Dans le préambule à l'édition de 1806, Bernardin de Saint-Pierre écrit : "Mon portrait est tiré d'après moi, à mon âge actuel de soixante-sept ans". Il sert de frontispice à l'édition, a été "dessiné au crayon noir par M. Lafitte", et gravé par Ribault.

L'auteur

     Il est né au Havre le 19 janvier 1737 Jacques Bernardin Henri de SAINT-PIERRE, dans une famille bourgeoise qui assure descendre d'Eustache de Saint-Pierre, l'un des bourgeois ayant, selon la légende, sauvé la ville de Calais prise par le roi d'Angleterre, Edouard III, en 1437. Il est l'aîné des quatre enfants de la famille, trois garçons dont lui-même et une fille. Il semble avoir eu une enfance plutôt libre, avec ces petites aventures que les vieilles gens se plaisent à rappeler. Par exemple, à 9 ans, le désir de se faire ermite qui l'entraîne à disparaître dans un bois. Ce n'est que le soir que la domestique de la famille finit par l'y retrouver. Plus surprenant, à 12 ans, il veut voyager. Qu'à cela ne tienne, on le confie à un oncle, capitaine de vaisseau en route pour les îles (Martinique). Le garçon en revient sérieusement dégoûté de la mer (il a souffert du mal de mer et de la discipline imposée sur le bateau, même aux moussaillons neveux de capitaine.)
     Le jeune garçon va poursuivre ses études, d'abord à Caen, ensuite à Rouen.
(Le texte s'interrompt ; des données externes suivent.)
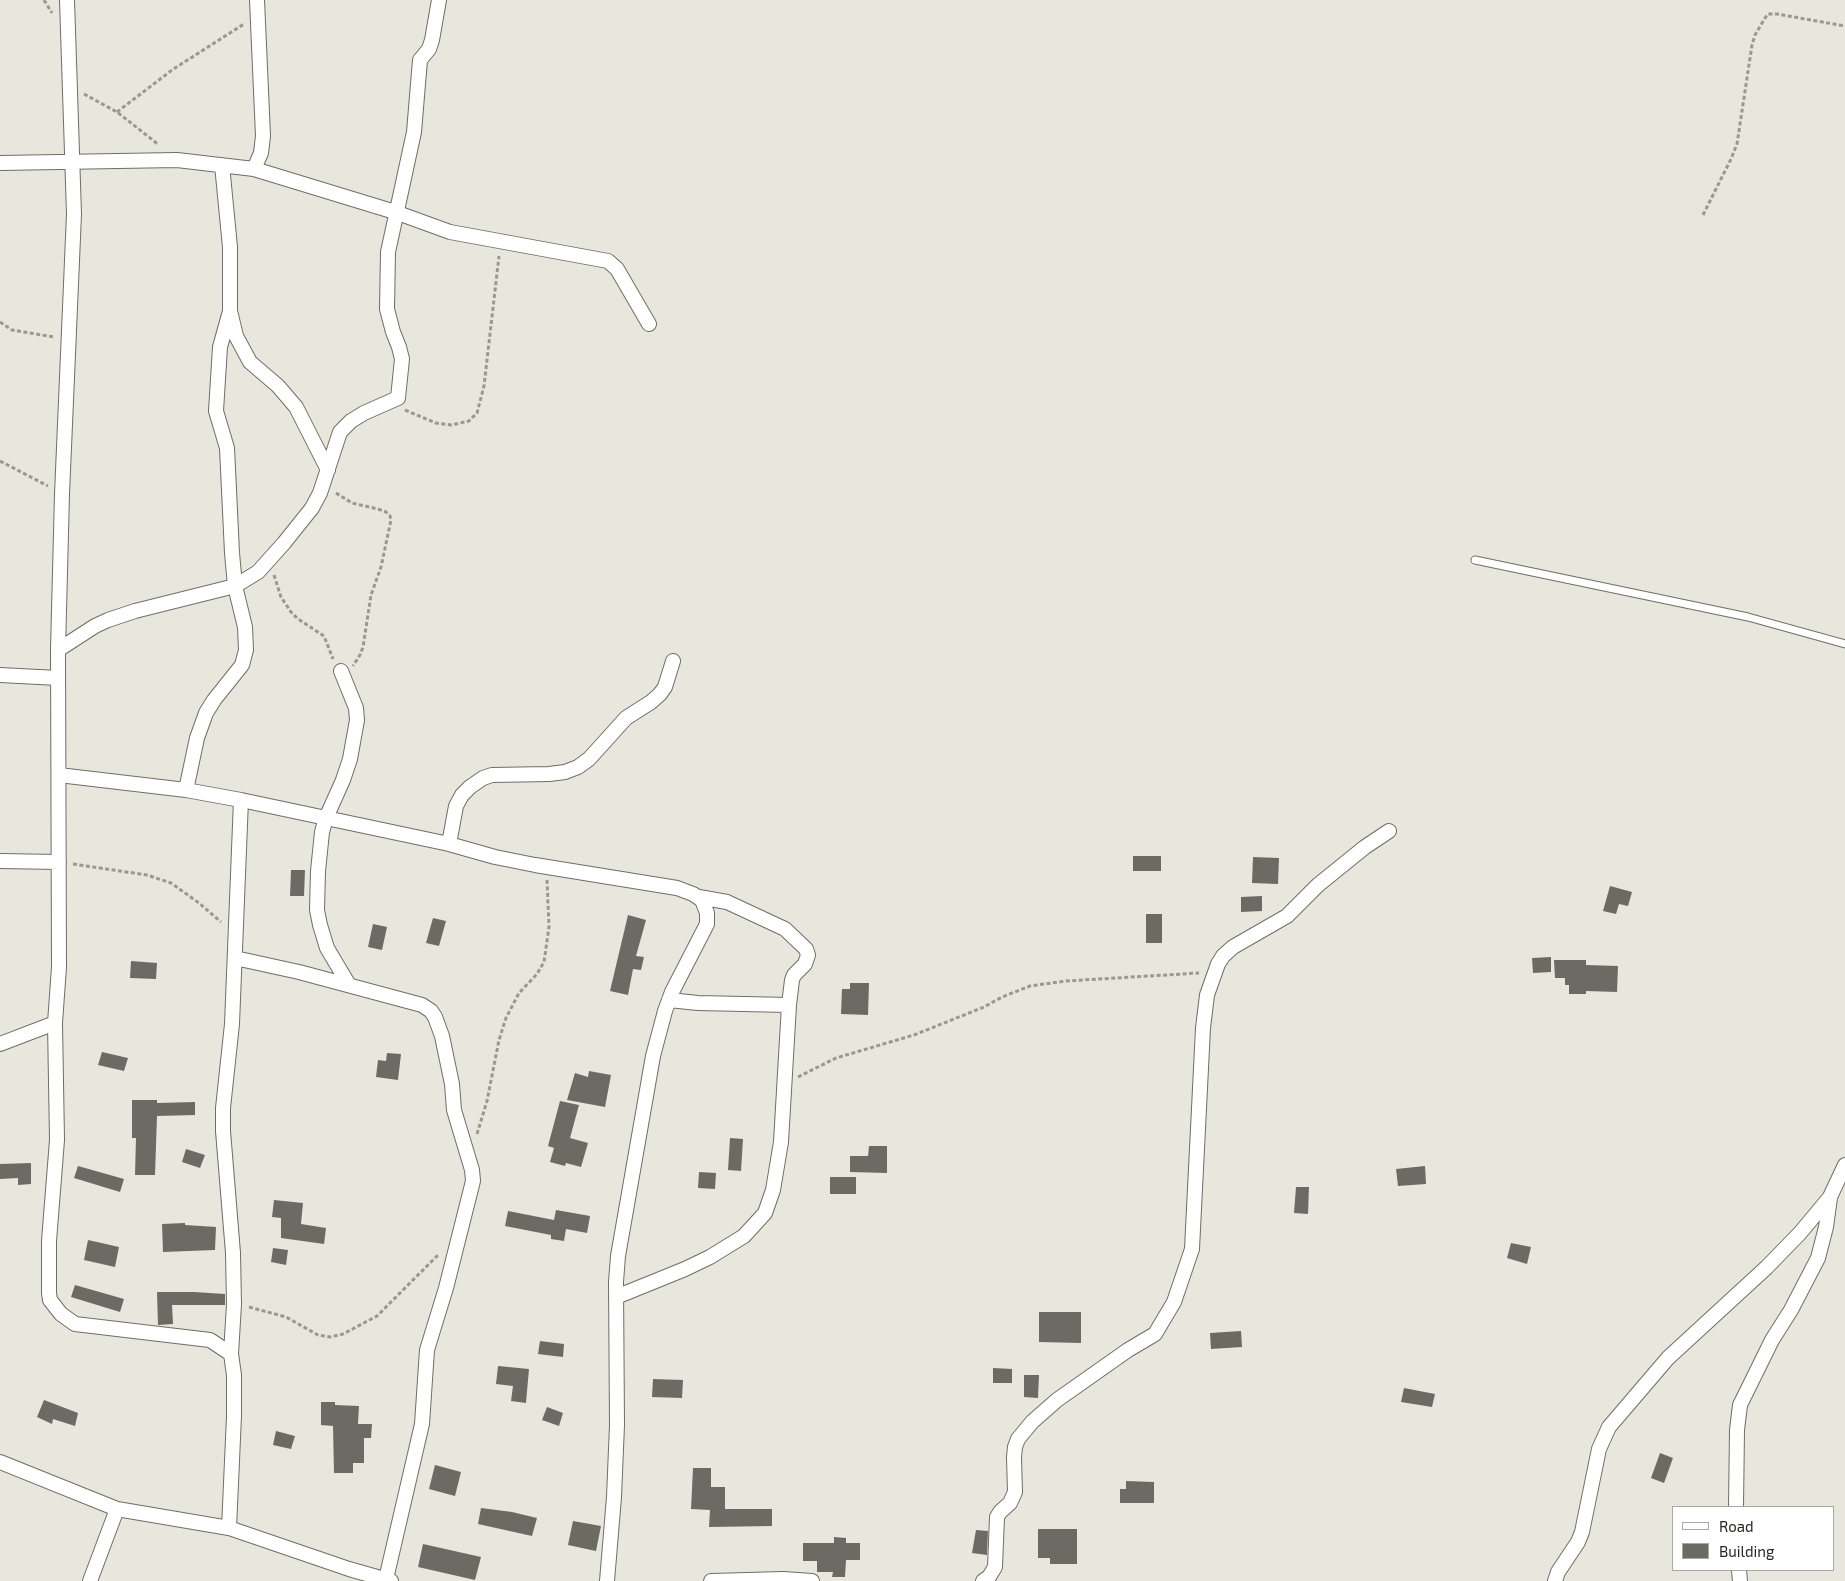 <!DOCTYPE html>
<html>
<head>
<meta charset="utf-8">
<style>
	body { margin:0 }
	#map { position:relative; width:1845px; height:1581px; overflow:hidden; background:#e8e7de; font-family:"Exo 2",sans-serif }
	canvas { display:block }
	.legend { position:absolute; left:1672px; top:1506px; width:162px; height:65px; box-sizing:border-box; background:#fff; border:1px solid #a8a8a6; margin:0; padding:6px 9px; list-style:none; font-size:15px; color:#252521 }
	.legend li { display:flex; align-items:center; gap:10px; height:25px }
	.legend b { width:25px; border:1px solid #a8a8a6 }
</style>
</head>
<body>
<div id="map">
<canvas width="1845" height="1581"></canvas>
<ul class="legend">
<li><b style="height:6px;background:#fff"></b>Road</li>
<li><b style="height:14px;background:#6c6b63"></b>Building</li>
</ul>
</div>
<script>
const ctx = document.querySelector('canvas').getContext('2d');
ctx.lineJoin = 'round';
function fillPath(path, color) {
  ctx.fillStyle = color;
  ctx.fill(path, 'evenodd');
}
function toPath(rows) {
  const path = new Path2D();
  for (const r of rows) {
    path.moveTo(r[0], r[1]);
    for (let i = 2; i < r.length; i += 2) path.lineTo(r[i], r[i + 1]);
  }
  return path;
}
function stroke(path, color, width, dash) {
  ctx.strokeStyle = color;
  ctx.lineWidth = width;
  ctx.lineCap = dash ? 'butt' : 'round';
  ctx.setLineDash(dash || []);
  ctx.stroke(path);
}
fillPath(toPath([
	[1133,856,1161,856,1161,871,1133,871],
	[1253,857,1279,858,1278,884,1252,883],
	[291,870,305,870,304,896,290,896],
	[1610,886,1632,892,1628,906,1619,904,1616,914,1603,911],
	[1262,896,1262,911,1241,912,1241,897],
	[1146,914,1162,914,1162,943,1146,943],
	[628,915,646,920,636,956,644,957,641,970,633,969,628,995,610,991],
	[433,918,446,921,439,946,426,943],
	[373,924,387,927,382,950,368,947],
	[1551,957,1551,972,1533,973,1532,958],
	[1554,960,1586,960,1586,965,1618,966,1617,992,1586,991,1586,994,1569,994,1569,985,1565,985,1565,978,1555,978],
	[131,961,157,963,156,979,130,978],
	[850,983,869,983,868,1015,841,1014,842,989,850,989],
	[102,1052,128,1058,124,1071,98,1065],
	[387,1053,401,1054,398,1080,376,1077,378,1060,386,1061],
	[589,1071,611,1075,605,1107,567,1100,575,1073,588,1077],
	[132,1100,157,1100,157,1103,195,1102,195,1115,157,1116,155,1175,135,1175,136,1138,132,1138],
	[560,1101,579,1105,570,1138,588,1143,581,1167,566,1163,565,1166,550,1162,554,1148,548,1146],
	[730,1138,743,1139,741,1171,728,1170],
	[869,1146,887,1146,887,1173,850,1172,850,1156,868,1156],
	[186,1149,205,1155,200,1168,182,1162],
	[31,1163,31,1184,18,1185,18,1178,0,1179,0,1164],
	[78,1166,124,1179,120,1192,74,1178],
	[1425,1166,1426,1184,1398,1186,1396,1169],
	[699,1172,716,1173,715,1189,698,1188],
	[830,1177,856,1177,856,1194,830,1194],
	[1296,1187,1309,1187,1308,1214,1294,1213],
	[274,1200,303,1203,301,1224,326,1228,324,1244,281,1238,281,1218,272,1217],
	[556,1210,590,1216,587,1233,566,1229,564,1241,551,1239,551,1235,505,1226,508,1211,554,1220],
	[185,1223,185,1225,216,1227,215,1250,163,1252,162,1224],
	[88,1240,119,1247,115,1267,84,1260],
	[1511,1243,1531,1247,1527,1264,1507,1258],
	[273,1248,288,1250,286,1265,271,1262],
	[75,1285,124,1299,120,1312,71,1297],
	[157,1292,194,1292,225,1294,225,1305,172,1305,173,1324,158,1325],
	[1039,1312,1081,1312,1081,1343,1039,1342],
	[1241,1331,1242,1347,1211,1349,1210,1333],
	[540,1341,564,1344,563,1357,538,1354],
	[498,1366,529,1369,526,1403,511,1401,513,1386,496,1384],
	[993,1368,1012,1369,1012,1383,993,1383],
	[1024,1375,1039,1375,1038,1398,1024,1397],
	[653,1379,683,1380,682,1398,652,1397],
	[1404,1388,1435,1394,1432,1407,1401,1402],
	[44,1400,78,1413,75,1426,53,1419,52,1424,37,1417],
	[321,1402,335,1402,335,1405,359,1406,358,1424,372,1424,371,1438,364,1438,364,1463,353,1463,353,1473,334,1473,333,1426,321,1425],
	[547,1407,563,1413,559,1426,542,1420],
	[276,1431,295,1436,291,1449,273,1445],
	[1660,1453,1673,1458,1664,1483,1651,1478],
	[435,1465,461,1472,455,1496,429,1489],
	[693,1468,711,1468,711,1487,725,1487,725,1509,772,1509,772,1526,709,1527,710,1510,691,1509],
	[1126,1481,1154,1482,1154,1503,1120,1503,1120,1489,1126,1489],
	[481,1508,512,1512,537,1518,532,1536,478,1524],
	[573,1521,601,1526,596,1551,568,1545],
	[1038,1529,1077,1529,1077,1564,1050,1564,1050,1558,1038,1558],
	[976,1530,988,1531,987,1555,972,1553],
	[834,1537,846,1538,846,1543,860,1543,860,1560,846,1560,845,1577,832,1577,833,1572,817,1572,817,1561,803,1561,803,1543,834,1543],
	[423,1544,481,1557,475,1580,418,1567]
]), '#6c6b63');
const lane = toPath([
	[1475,560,1748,617,1845,644]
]);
const street = toPath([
	[67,0,74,214,62,494,58,650,59,967,55,1023,57,1140,49,1241,49,1293,50,1300,61,1314,75,1324,210,1340,231,1354,234,1375,234,1416,229,1528],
	[0,163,177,160,254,169,395,212,450,232,608,261,617,269,649,324],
	[222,165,230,247,230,311,236,336,250,362,278,386,296,407,328,470],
	[254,169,261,153,263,136,257,0],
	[58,650,95,626,108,620,135,611,235,586,258,572,284,543,312,508,320,493,340,432,351,421,364,413,398,398,402,359,399,347,393,332,387,309,388,252,414,132,420,60,429,49,432,40,439,0],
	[341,671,356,708,357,720,350,759,343,780,326,818,322,832,318,871,317,910,320,925,327,948,349,985],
	[0,675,58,678],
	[59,775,186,790,241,800,449,844,495,857,535,865,677,888,693,894,702,900,707,913,707,924,672,992,665,1011,653,1056,618,1256,616,1282,617,1425,614,1497,607,1581],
	[186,790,197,738,206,713,214,700,242,665,246,650,245,627,235,586,232,553,227,448,216,411,220,347,230,311],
	[449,844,456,806,462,795,470,787,483,778,492,775,549,774,565,772,578,767,589,759,626,718,651,702,660,694,665,687,673,661],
	[0,861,59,862],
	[235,958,299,972,422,1005,431,1011,435,1017,442,1036,452,1084,454,1110,472,1170,473,1181,446,1288,427,1350,422,1424,386,1579],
	[669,1000,698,1003,789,1005],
	[0,1044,55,1023],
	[616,1297,685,1269,710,1257,744,1236,765,1213,773,1190,781,1142,789,1005,792,980,794,975,805,964,808,955,806,949,785,929,727,902,699,897],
	[231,1354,234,1304,233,1253,223,1131,223,1108,232,1024,241,800],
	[0,1462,117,1509,229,1528,349,1569,391,1581],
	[1736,1507,1737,1430,1740,1405,1772,1340,1791,1310,1818,1258,1826,1227,1830,1198],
	[1739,1570,1740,1581],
	[90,1581,117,1509],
	[711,1581,783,1579,812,1581],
	[983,1581,989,1577,995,1567,997,1517,1000,1512,1010,1503,1015,1492,1014,1457,1015,1447,1018,1439,1032,1422,1057,1400,1128,1350,1155,1334,1174,1302,1192,1249,1203,1028,1207,995,1218,964,1223,956,1233,947,1287,916,1318,885,1365,847,1389,831],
	[1555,1581,1558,1572,1578,1542,1582,1532,1599,1449,1609,1427,1668,1358,1767,1267,1800,1233,1830,1197,1845,1165]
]);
stroke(lane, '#6f6e65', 9);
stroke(street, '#6f6e65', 16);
stroke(toPath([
	[44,0,52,13],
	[84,94,117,112,159,145],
	[117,112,172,70,244,24],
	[1703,215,1731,159,1737,144,1752,45,1755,35,1765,18,1768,14,1777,14,1845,26],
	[0,322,12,330,54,337],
	[405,410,436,423,451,425,469,421,477,413,484,386,499,256],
	[0,461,48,486],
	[336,493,352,503,378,509,386,512,390,516,391,520,381,567,371,595,363,647,360,655,353,666],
	[274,575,281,597,291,612,298,619,324,636,333,659],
	[73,864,147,875,171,883,199,903,221,922],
	[798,1077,836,1058,914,1035,984,1007,1002,997,1030,986,1066,981,1199,973],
	[477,1134,487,1101,499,1040,506,1018,519,993,537,974,544,962,549,927,547,880],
	[249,1307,286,1317,318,1335,330,1337,343,1334,377,1316,438,1255]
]), '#999992', 3, [4, 2.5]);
stroke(lane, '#fff', 7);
stroke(street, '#fff', 14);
</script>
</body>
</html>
En 1757, il obtient un prix de mathématiques et entre dans l'école des Ponts-et-chaussées, qui ferme en 1758, laissant inachevée la formation de Bernardin de Saint-Pierre. Toutefois, l'année suivante, il se fait octroyer un brevet d'ingénieur militaire à Versailles. Certains biographes  pensent que la chose ne fut guère légale. Toujours est-il qu'il part en Allemagne (c'est la guerre de 7 ans) où il va servir sous les ordres du comte de Saint-Germain.
Itinérances
     Il y a une certaine constance dans la trajectoire de cet homme qui, enfant, déjà, ne rêve que d'ailleurs, devenir ermite, missionnaire, courir les chemins, et adulte poursuit cette chimère, en se fâchant au passage avec tous ceux qui ont pu, à un moment ou un autre, lui être proches. Incapable de discipline, impatient des hiérarchies, il semble penser toujours que "ailleurs" et "demain" seront toujours plus séduisants qu' "aujourd'hui" et "ici".
Donc, en 1760, il est en Allemagne, il se fait renvoyer. Retour à Paris. En 1761, il est à Malte. ce n'est guère mieux. Retour à Paris. Vie difficile parce que sans le sou. En 1762, il décide d'aller tenter sa chance en Russie en passant par la Hollande. Il y reste deux ans, mais sans que sa chimère d'une république utopique sur la mer d'Aral trouve l'occasion de se faire connaître.
Entre 1763 et 1765, il aura séjourné en Finlande, à Varsovie, à Vienne, à Berlin pour finir par revenir en France et s'installer à Paris, en 1766, aussi pauvre qu'il en était parti, toujours ronchon, toujours grognon, toujours tirant mille et un plans sur la comète. Il finit par obtenir d'être nommé "capitaine du Roi à l'île de France" (Ile Maurice actuelle), en 1768. Il y reste deux ans en se brouillant, comme d'habitude, avec tout le monde. Il est de retour à Paris en 1771.
Ecriture
En 1773, il publie Voyage à l'Ile de France dont Anatole France (Le Génie latin, 1913) dit "livre de science facile, d'imagination attendrie, plein de descriptions vraies et sensibles. Ce livre, que le public ne lut guères, ouvrit à l'auteur le salon des Encyclopédistes, où régnait Melle de Lespinasse." Et surtout, il fait la connaissance de Jean-Jacques Rousseau. Ces deux-là étaient faits pour s'entendre, aussi irrascibles l'un que l'autre, misanthropes, mais doués de la même sensiblité et du même goût pour la solitude et et la nature. Quand ils ne s'étaient pas disputés, ils herborisaient ensemble. Après la mort de Rousseau, il travaillera à une apologie de son maître et ami qu'il n'achèvera pas.  La vie et les ouvrages de Jean-Jacques Rousseau sera publié par son secrétaire, profondément remanié, après sa propre mort.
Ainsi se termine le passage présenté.